### ASSIGNMENT
Among the entries below, extract exactly the lines that run from the one with "M 881,252 L 888,273 L 857,284 L 849,263 Z" through the one with "M 1573,0 L 1619,191", both ends included.

TASK MATERIAL section start

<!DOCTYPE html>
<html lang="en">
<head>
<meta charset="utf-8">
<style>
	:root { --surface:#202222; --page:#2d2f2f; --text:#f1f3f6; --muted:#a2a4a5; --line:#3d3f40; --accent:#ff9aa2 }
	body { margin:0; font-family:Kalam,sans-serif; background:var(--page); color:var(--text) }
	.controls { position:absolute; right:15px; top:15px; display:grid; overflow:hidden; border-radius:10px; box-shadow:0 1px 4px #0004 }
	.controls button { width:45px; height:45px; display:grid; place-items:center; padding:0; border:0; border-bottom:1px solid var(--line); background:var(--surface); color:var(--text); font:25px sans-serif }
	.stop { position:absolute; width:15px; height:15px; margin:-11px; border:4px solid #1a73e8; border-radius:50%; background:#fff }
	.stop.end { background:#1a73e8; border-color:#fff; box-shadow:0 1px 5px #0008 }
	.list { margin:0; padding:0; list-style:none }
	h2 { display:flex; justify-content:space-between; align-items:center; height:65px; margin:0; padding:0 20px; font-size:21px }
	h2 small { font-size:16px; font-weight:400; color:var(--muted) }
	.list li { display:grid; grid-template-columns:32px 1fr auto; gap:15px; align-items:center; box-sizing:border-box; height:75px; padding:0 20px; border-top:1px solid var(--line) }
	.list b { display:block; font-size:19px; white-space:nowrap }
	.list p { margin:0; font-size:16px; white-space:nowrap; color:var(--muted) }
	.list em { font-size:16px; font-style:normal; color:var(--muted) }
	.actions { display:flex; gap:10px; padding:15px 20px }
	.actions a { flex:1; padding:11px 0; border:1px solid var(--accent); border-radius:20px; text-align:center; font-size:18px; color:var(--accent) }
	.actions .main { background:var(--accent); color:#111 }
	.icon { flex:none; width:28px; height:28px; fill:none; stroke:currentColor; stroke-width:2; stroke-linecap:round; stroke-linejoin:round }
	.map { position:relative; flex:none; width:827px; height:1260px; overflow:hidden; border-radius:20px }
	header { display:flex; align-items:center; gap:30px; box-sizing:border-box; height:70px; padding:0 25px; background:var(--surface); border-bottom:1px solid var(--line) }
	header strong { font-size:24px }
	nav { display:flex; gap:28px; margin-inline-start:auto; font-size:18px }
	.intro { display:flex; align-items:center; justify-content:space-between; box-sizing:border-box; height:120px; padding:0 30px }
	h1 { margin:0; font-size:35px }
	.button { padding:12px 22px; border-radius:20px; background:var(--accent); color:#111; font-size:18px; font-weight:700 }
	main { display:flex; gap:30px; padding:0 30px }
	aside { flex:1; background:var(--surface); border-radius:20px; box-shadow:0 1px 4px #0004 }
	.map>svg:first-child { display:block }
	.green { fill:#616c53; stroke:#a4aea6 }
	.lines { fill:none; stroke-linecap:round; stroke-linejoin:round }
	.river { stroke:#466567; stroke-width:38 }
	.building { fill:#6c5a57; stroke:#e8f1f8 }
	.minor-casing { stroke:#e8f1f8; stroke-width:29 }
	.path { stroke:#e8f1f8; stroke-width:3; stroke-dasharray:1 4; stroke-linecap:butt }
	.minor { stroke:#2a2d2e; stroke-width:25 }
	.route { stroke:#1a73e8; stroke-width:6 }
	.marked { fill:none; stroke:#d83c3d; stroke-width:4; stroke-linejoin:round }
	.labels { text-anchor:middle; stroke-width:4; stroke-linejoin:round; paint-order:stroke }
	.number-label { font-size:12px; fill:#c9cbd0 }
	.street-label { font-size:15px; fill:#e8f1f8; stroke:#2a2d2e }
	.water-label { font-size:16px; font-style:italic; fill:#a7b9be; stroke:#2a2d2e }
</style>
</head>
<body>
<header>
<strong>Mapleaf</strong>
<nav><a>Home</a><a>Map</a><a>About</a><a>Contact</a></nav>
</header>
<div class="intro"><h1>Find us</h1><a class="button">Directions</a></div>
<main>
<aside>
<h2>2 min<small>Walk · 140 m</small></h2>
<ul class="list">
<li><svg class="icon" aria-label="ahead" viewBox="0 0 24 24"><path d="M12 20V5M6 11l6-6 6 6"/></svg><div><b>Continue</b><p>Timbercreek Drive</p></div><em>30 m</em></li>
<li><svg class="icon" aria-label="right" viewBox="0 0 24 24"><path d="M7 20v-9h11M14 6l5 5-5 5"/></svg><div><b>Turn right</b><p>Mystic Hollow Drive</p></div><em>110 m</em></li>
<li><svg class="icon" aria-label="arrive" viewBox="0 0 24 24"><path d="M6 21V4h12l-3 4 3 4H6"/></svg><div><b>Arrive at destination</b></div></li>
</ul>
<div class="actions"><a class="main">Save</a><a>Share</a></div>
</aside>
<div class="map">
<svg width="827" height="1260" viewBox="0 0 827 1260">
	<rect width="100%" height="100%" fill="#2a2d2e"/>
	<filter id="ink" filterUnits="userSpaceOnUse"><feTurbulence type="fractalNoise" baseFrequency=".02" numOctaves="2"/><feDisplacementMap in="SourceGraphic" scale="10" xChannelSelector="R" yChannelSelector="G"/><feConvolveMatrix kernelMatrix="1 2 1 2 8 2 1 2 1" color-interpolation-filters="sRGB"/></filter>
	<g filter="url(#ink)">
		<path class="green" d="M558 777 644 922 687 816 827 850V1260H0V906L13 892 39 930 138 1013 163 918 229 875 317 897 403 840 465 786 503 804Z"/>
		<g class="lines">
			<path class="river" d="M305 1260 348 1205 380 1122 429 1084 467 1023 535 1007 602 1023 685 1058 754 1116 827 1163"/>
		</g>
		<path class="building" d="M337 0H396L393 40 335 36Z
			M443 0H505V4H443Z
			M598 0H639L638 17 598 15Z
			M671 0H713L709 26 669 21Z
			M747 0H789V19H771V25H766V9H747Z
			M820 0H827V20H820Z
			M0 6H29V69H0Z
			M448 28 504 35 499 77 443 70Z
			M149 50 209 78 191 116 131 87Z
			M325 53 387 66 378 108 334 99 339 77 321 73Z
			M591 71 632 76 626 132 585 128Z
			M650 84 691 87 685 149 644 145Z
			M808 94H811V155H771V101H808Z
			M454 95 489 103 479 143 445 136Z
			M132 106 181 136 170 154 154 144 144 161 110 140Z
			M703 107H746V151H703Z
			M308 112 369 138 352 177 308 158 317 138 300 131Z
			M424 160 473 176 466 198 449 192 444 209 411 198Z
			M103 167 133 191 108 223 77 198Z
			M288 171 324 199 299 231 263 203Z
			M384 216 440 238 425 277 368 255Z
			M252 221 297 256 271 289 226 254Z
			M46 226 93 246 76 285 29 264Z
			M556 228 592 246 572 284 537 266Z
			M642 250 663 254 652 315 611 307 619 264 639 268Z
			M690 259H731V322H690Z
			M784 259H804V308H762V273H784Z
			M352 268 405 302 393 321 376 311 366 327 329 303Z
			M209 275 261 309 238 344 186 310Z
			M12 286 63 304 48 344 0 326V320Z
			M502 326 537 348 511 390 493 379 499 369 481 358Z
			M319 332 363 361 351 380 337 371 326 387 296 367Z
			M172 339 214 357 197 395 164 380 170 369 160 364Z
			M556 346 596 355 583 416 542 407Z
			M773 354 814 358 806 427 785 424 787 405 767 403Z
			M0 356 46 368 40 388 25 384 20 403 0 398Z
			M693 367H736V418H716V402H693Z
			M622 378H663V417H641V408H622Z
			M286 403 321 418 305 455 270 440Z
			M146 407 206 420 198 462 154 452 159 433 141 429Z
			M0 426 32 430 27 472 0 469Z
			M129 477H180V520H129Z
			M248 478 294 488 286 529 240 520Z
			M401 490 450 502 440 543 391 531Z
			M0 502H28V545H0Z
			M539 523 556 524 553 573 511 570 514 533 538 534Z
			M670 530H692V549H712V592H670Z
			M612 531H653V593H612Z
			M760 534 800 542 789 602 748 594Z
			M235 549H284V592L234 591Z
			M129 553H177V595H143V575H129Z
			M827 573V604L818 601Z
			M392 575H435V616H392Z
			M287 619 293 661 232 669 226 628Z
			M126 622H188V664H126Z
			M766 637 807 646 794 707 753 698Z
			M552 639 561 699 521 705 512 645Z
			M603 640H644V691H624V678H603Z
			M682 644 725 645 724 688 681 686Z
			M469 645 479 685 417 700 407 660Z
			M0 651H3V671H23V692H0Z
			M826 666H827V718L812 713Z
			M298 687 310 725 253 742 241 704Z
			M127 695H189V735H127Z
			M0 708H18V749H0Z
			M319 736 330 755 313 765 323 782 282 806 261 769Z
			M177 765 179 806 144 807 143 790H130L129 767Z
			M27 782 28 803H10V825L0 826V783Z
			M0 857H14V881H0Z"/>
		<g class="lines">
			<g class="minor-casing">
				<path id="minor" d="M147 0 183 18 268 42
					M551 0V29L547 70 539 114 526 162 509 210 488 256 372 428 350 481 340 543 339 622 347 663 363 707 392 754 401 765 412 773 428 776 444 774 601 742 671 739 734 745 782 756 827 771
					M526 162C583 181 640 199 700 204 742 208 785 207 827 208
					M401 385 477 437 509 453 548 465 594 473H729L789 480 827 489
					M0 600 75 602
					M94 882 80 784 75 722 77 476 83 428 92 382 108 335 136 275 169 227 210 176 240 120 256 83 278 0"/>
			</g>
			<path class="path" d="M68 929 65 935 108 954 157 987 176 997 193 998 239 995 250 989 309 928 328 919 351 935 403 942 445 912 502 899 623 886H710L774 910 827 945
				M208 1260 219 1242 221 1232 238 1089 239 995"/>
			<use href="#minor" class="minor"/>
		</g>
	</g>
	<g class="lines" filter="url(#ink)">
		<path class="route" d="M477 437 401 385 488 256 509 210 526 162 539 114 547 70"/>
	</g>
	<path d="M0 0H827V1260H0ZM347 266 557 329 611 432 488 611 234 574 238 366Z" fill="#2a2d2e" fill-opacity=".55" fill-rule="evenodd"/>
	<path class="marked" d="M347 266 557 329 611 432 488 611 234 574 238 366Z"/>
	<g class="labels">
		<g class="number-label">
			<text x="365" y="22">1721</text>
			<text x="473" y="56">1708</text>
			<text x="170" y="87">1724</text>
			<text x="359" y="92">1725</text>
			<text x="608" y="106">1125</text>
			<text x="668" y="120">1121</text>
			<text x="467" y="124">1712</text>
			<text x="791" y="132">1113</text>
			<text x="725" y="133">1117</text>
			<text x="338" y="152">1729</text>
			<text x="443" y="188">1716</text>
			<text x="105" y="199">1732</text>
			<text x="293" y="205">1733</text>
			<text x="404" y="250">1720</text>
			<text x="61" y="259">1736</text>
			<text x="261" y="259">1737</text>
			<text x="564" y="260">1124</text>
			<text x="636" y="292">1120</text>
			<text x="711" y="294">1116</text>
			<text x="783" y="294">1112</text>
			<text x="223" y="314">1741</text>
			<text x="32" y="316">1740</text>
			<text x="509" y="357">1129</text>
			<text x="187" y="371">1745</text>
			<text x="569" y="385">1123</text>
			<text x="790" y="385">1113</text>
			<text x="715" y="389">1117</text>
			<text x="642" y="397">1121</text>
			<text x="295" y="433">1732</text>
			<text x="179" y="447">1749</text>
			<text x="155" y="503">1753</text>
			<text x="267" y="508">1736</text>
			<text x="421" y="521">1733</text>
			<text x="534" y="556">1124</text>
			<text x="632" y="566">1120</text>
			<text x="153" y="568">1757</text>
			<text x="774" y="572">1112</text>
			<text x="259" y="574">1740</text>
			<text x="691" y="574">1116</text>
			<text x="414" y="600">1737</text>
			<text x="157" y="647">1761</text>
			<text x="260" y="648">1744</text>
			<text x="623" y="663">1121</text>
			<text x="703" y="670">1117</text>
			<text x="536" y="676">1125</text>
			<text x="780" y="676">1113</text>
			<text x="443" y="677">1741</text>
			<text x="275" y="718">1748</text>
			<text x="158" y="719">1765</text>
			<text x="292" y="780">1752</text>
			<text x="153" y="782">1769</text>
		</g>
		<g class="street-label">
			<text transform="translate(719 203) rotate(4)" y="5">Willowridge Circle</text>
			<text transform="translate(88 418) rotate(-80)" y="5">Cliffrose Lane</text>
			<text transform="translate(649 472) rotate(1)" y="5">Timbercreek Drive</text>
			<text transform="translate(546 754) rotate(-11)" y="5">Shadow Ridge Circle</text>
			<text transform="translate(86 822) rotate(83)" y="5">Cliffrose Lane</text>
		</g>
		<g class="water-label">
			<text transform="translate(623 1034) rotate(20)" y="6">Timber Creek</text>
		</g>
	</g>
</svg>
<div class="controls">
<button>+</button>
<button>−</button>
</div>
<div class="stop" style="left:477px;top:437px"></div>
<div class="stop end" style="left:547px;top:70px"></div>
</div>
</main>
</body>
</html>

TASK MATERIAL section end
TASK MATERIAL section start

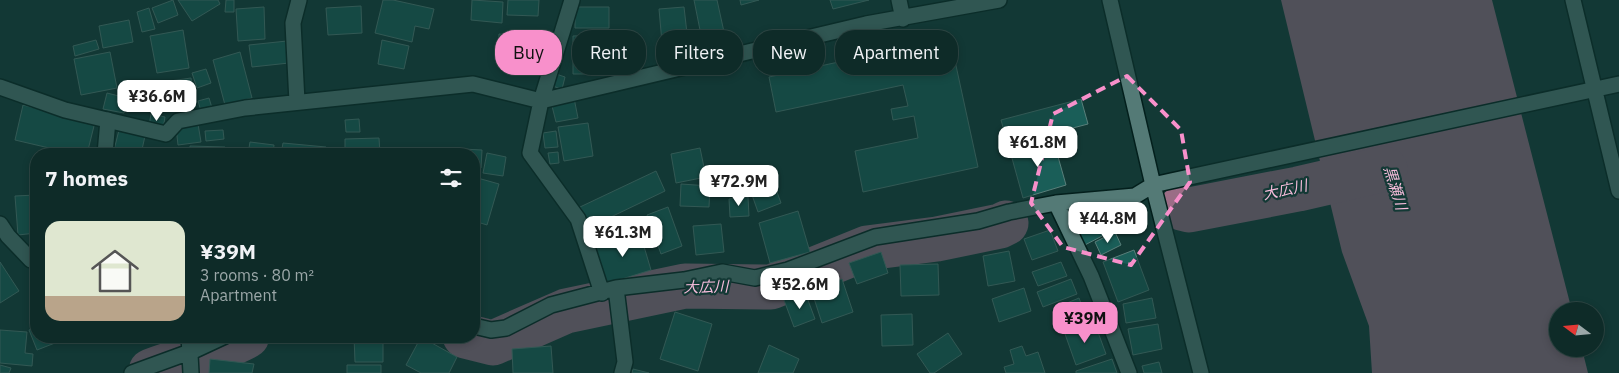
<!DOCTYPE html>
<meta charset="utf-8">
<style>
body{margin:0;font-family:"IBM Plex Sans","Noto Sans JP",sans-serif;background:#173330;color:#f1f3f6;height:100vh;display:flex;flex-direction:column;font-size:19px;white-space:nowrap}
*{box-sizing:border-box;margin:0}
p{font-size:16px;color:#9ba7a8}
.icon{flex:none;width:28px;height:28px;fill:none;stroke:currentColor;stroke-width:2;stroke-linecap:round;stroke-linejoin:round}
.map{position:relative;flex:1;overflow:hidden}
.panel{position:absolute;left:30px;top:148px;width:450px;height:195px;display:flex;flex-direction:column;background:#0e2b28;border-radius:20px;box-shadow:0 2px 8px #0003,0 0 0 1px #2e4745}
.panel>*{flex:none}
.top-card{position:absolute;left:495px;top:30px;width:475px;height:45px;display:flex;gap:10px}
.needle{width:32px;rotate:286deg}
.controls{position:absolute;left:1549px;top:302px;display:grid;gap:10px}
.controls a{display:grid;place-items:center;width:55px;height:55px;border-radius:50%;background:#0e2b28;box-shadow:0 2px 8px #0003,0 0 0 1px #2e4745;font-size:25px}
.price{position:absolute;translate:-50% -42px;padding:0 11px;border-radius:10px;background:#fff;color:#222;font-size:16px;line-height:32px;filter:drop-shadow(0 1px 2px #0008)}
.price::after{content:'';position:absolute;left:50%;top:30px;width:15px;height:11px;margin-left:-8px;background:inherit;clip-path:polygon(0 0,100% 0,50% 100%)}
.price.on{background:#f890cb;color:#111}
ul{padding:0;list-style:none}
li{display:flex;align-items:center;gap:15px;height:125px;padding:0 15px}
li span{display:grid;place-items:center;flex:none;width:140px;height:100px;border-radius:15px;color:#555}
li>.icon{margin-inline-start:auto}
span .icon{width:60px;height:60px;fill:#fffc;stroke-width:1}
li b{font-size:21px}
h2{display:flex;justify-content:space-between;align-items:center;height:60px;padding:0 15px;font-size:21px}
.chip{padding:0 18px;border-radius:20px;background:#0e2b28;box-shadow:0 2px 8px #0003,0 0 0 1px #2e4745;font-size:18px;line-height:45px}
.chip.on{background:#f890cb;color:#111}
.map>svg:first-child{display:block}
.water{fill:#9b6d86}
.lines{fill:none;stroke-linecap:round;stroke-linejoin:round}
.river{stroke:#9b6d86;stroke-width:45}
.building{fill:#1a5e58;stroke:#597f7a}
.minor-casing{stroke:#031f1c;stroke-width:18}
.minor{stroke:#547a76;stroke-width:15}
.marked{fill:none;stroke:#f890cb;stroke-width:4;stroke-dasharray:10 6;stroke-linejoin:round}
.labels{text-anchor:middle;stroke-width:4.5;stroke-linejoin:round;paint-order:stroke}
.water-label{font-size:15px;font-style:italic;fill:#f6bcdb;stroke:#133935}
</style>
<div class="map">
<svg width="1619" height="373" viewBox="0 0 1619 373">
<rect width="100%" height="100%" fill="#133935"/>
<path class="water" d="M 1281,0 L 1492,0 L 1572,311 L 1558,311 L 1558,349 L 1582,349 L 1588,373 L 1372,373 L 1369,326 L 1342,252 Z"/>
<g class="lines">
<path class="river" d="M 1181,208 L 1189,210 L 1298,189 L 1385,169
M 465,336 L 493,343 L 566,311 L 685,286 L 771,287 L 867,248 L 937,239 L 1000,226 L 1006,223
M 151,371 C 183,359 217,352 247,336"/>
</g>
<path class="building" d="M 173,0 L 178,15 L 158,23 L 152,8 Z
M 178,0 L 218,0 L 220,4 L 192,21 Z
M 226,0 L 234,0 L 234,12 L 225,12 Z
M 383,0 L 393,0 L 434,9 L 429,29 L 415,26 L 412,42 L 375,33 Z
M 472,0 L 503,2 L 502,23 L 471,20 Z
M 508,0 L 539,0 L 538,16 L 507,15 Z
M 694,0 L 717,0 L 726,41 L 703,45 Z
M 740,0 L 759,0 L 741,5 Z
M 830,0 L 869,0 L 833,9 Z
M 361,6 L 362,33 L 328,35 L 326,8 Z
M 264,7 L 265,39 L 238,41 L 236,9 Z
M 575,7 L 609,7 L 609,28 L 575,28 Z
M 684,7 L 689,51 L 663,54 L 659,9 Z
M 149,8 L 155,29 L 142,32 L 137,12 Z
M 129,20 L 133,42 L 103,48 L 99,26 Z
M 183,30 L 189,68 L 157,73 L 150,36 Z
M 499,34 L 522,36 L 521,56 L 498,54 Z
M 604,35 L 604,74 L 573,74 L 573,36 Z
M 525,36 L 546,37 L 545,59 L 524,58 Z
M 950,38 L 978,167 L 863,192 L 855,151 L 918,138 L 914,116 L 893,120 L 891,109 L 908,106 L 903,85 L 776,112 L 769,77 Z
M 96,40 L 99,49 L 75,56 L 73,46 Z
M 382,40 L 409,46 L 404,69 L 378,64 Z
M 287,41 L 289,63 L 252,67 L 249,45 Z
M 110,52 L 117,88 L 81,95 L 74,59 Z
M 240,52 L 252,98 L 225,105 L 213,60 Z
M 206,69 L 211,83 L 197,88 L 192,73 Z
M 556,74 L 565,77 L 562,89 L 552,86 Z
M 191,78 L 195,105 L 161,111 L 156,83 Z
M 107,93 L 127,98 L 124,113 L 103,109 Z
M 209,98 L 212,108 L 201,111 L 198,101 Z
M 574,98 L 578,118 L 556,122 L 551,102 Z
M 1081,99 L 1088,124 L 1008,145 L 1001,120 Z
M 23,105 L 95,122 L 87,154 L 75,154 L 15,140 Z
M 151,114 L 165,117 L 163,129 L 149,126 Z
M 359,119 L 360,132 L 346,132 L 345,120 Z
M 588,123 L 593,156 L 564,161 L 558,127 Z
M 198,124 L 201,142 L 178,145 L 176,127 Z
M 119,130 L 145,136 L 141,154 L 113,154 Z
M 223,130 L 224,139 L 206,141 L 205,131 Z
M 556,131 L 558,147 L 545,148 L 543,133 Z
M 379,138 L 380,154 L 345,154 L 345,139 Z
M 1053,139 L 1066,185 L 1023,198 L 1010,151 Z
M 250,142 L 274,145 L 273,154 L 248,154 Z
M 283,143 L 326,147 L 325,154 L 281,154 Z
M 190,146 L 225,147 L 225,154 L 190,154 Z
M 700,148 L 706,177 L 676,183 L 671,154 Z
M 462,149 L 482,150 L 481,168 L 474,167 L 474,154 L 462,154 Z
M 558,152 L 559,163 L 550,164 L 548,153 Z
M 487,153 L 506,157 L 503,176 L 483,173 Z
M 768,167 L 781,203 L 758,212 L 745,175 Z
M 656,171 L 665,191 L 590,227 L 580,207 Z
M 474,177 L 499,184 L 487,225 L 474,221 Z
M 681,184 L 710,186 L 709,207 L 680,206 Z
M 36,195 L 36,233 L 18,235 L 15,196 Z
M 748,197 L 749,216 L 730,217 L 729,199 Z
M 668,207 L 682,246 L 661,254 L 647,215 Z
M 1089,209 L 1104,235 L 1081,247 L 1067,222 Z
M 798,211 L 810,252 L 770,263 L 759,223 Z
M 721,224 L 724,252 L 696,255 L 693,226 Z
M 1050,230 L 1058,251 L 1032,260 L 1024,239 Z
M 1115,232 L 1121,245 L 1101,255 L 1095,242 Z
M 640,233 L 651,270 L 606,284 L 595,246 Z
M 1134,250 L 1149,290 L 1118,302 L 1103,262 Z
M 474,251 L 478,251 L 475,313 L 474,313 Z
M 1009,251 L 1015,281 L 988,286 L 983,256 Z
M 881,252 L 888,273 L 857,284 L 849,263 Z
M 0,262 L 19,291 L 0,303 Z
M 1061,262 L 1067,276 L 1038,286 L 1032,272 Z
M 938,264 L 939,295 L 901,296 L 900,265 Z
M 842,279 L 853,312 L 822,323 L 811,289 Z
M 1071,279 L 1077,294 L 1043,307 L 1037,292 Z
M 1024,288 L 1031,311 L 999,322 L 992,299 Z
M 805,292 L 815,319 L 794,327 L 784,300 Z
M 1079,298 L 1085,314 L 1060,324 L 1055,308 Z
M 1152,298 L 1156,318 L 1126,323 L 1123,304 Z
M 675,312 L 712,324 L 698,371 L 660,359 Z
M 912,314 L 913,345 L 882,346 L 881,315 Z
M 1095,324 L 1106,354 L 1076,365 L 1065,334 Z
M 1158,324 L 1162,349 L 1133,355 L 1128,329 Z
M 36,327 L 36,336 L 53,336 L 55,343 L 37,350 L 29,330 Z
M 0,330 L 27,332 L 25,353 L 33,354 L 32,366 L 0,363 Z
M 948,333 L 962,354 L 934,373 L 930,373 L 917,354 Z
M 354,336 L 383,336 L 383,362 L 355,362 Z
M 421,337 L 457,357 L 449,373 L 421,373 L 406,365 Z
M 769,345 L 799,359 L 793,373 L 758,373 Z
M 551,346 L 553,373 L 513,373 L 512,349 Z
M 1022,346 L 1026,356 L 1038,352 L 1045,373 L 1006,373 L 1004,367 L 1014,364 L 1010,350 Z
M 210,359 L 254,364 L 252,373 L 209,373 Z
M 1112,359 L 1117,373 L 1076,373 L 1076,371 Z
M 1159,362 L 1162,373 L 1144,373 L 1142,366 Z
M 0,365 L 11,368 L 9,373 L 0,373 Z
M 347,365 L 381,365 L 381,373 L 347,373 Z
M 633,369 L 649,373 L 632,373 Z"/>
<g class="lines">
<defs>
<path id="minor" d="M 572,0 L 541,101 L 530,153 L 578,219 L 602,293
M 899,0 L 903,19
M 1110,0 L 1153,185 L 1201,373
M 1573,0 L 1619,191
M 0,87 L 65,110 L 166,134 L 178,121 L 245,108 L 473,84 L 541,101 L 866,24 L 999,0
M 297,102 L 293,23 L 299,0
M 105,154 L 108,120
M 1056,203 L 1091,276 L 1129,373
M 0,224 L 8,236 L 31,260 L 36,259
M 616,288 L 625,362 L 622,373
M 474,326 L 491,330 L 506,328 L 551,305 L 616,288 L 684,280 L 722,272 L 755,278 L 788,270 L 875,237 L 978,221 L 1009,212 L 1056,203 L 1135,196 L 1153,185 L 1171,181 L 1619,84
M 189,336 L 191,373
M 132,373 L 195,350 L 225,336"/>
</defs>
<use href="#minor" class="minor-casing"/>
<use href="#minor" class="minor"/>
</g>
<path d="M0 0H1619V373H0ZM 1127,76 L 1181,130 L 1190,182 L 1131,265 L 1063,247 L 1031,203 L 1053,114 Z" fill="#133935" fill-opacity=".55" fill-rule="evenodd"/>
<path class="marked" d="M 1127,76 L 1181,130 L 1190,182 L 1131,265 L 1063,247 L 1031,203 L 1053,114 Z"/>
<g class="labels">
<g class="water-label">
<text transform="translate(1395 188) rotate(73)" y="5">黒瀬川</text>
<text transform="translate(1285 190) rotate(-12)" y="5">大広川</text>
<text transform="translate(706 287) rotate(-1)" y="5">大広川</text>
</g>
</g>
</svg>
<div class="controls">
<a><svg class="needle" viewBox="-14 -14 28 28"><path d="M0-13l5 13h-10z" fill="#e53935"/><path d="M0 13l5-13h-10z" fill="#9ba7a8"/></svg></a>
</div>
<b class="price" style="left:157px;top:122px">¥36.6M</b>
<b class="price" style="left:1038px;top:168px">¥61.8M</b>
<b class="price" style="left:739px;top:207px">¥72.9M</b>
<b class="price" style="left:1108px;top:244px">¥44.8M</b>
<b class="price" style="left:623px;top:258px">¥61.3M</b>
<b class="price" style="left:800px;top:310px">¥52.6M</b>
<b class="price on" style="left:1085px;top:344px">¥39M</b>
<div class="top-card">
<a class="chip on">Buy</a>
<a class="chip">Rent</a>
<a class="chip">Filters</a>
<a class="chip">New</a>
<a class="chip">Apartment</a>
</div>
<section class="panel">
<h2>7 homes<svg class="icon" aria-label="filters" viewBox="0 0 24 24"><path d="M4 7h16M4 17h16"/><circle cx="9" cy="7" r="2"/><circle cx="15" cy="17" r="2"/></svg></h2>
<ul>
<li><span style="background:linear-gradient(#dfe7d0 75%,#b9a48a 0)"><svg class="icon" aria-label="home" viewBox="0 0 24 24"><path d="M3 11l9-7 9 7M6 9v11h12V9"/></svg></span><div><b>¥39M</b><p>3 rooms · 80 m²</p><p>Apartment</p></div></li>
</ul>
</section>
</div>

TASK MATERIAL section end

### ANSWER TO THIS EXERCISE
M 881,252 L 888,273 L 857,284 L 849,263 Z
M 0,262 L 19,291 L 0,303 Z
M 1061,262 L 1067,276 L 1038,286 L 1032,272 Z
M 938,264 L 939,295 L 901,296 L 900,265 Z
M 842,279 L 853,312 L 822,323 L 811,289 Z
M 1071,279 L 1077,294 L 1043,307 L 1037,292 Z
M 1024,288 L 1031,311 L 999,322 L 992,299 Z
M 805,292 L 815,319 L 794,327 L 784,300 Z
M 1079,298 L 1085,314 L 1060,324 L 1055,308 Z
M 1152,298 L 1156,318 L 1126,323 L 1123,304 Z
M 675,312 L 712,324 L 698,371 L 660,359 Z
M 912,314 L 913,345 L 882,346 L 881,315 Z
M 1095,324 L 1106,354 L 1076,365 L 1065,334 Z
M 1158,324 L 1162,349 L 1133,355 L 1128,329 Z
M 36,327 L 36,336 L 53,336 L 55,343 L 37,350 L 29,330 Z
M 0,330 L 27,332 L 25,353 L 33,354 L 32,366 L 0,363 Z
M 948,333 L 962,354 L 934,373 L 930,373 L 917,354 Z
M 354,336 L 383,336 L 383,362 L 355,362 Z
M 421,337 L 457,357 L 449,373 L 421,373 L 406,365 Z
M 769,345 L 799,359 L 793,373 L 758,373 Z
M 551,346 L 553,373 L 513,373 L 512,349 Z
M 1022,346 L 1026,356 L 1038,352 L 1045,373 L 1006,373 L 1004,367 L 1014,364 L 1010,350 Z
M 210,359 L 254,364 L 252,373 L 209,373 Z
M 1112,359 L 1117,373 L 1076,373 L 1076,371 Z
M 1159,362 L 1162,373 L 1144,373 L 1142,366 Z
M 0,365 L 11,368 L 9,373 L 0,373 Z
M 347,365 L 381,365 L 381,373 L 347,373 Z
M 633,369 L 649,373 L 632,373 Z"/>
<g class="lines">
<defs>
<path id="minor" d="M 572,0 L 541,101 L 530,153 L 578,219 L 602,293
M 899,0 L 903,19
M 1110,0 L 1153,185 L 1201,373
M 1573,0 L 1619,191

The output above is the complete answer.